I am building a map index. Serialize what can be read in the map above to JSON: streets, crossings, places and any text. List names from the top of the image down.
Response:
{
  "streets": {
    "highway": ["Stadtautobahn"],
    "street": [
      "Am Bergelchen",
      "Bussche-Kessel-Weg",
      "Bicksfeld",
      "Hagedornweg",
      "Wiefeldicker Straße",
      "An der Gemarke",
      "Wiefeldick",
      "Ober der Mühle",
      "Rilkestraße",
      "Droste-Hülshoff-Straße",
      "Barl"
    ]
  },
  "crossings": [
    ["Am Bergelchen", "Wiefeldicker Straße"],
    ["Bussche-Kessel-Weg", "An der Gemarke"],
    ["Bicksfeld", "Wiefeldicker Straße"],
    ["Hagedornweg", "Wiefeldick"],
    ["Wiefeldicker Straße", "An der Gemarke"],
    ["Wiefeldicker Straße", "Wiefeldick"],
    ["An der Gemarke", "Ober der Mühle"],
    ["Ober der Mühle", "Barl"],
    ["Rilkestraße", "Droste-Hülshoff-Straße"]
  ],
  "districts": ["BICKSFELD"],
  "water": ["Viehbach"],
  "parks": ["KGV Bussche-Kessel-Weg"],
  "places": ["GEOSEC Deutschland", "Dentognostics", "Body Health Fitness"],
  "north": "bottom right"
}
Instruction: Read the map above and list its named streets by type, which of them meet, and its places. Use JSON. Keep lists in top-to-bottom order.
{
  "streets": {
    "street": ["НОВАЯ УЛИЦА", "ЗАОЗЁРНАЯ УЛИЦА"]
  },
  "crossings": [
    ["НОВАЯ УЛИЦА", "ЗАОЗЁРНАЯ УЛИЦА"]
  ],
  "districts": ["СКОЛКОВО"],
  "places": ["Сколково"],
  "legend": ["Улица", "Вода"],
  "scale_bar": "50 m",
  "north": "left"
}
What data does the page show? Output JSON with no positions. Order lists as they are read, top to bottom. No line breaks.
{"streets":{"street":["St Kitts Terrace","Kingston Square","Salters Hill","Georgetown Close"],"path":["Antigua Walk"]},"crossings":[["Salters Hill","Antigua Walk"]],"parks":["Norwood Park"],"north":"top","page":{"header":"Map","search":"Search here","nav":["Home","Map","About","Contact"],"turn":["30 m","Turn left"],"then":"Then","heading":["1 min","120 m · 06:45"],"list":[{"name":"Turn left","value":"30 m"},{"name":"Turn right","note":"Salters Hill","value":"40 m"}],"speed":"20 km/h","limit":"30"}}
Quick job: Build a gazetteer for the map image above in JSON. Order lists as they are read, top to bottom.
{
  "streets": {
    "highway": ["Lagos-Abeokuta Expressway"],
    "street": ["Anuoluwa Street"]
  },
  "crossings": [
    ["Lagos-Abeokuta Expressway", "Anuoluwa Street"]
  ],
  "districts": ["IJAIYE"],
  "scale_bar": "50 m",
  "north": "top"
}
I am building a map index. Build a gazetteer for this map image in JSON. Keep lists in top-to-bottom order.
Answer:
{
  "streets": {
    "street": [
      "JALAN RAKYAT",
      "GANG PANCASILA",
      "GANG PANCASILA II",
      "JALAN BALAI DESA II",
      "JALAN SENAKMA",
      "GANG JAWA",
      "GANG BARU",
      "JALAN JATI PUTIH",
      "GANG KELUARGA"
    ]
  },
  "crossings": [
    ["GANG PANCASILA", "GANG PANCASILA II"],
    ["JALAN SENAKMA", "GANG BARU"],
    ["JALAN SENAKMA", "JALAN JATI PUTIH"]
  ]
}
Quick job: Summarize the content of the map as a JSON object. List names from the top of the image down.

--------

PROBLEM => What you return should match the entries above exactly.

OUTPUT OF THE EXERCISE =>
I am building a map index. Serialize what can be read in the map above to JSON: streets, crossings, places and any text. List names from the top of the image down.
Response:
{
  "streets": {
    "highway": ["Stadtautobahn"],
    "street": [
      "Am Bergelchen",
      "Bussche-Kessel-Weg",
      "Bicksfeld",
      "Hagedornweg",
      "Wiefeldicker Straße",
      "An der Gemarke",
      "Wiefeldick",
      "Ober der Mühle",
      "Rilkestraße",
      "Droste-Hülshoff-Straße",
      "Barl"
    ]
  },
  "crossings": [
    ["Am Bergelchen", "Wiefeldicker Straße"],
    ["Bussche-Kessel-Weg", "An der Gemarke"],
    ["Bicksfeld", "Wiefeldicker Straße"],
    ["Hagedornweg", "Wiefeldick"],
    ["Wiefeldicker Straße", "An der Gemarke"],
    ["Wiefeldicker Straße", "Wiefeldick"],
    ["An der Gemarke", "Ober der Mühle"],
    ["Ober der Mühle", "Barl"],
    ["Rilkestraße", "Droste-Hülshoff-Straße"]
  ],
  "districts": ["BICKSFELD"],
  "water": ["Viehbach"],
  "parks": ["KGV Bussche-Kessel-Weg"],
  "places": ["GEOSEC Deutschland", "Dentognostics", "Body Health Fitness"],
  "north": "bottom right"
}
Instruction: Read the map above and list its named streets by type, which of them meet, and its places. Use JSON. Keep lists in top-to-bottom order.
{
  "streets": {
    "street": ["НОВАЯ УЛИЦА", "ЗАОЗЁРНАЯ УЛИЦА"]
  },
  "crossings": [
    ["НОВАЯ УЛИЦА", "ЗАОЗЁРНАЯ УЛИЦА"]
  ],
  "districts": ["СКОЛКОВО"],
  "places": ["Сколково"],
  "legend": ["Улица", "Вода"],
  "scale_bar": "50 m",
  "north": "left"
}
What data does the page show? Output JSON with no positions. Order lists as they are read, top to bottom. No line breaks.
{"streets":{"street":["St Kitts Terrace","Kingston Square","Salters Hill","Georgetown Close"],"path":["Antigua Walk"]},"crossings":[["Salters Hill","Antigua Walk"]],"parks":["Norwood Park"],"north":"top","page":{"header":"Map","search":"Search here","nav":["Home","Map","About","Contact"],"turn":["30 m","Turn left"],"then":"Then","heading":["1 min","120 m · 06:45"],"list":[{"name":"Turn left","value":"30 m"},{"name":"Turn right","note":"Salters Hill","value":"40 m"}],"speed":"20 km/h","limit":"30"}}
Quick job: Build a gazetteer for the map image above in JSON. Order lists as they are read, top to bottom.
{
  "streets": {
    "highway": ["Lagos-Abeokuta Expressway"],
    "street": ["Anuoluwa Street"]
  },
  "crossings": [
    ["Lagos-Abeokuta Expressway", "Anuoluwa Street"]
  ],
  "districts": ["IJAIYE"],
  "scale_bar": "50 m",
  "north": "top"
}
I am building a map index. Build a gazetteer for this map image in JSON. Keep lists in top-to-bottom order.
Answer:
{
  "streets": {
    "street": [
      "JALAN RAKYAT",
      "GANG PANCASILA",
      "GANG PANCASILA II",
      "JALAN BALAI DESA II",
      "JALAN SENAKMA",
      "GANG JAWA",
      "GANG BARU",
      "JALAN JATI PUTIH",
      "GANG KELUARGA"
    ]
  },
  "crossings": [
    ["GANG PANCASILA", "GANG PANCASILA II"],
    ["JALAN SENAKMA", "GANG BARU"],
    ["JALAN SENAKMA", "JALAN JATI PUTIH"]
  ]
}
Quick job: Summarize the content of the map as a JSON object. List names from the top of the image down.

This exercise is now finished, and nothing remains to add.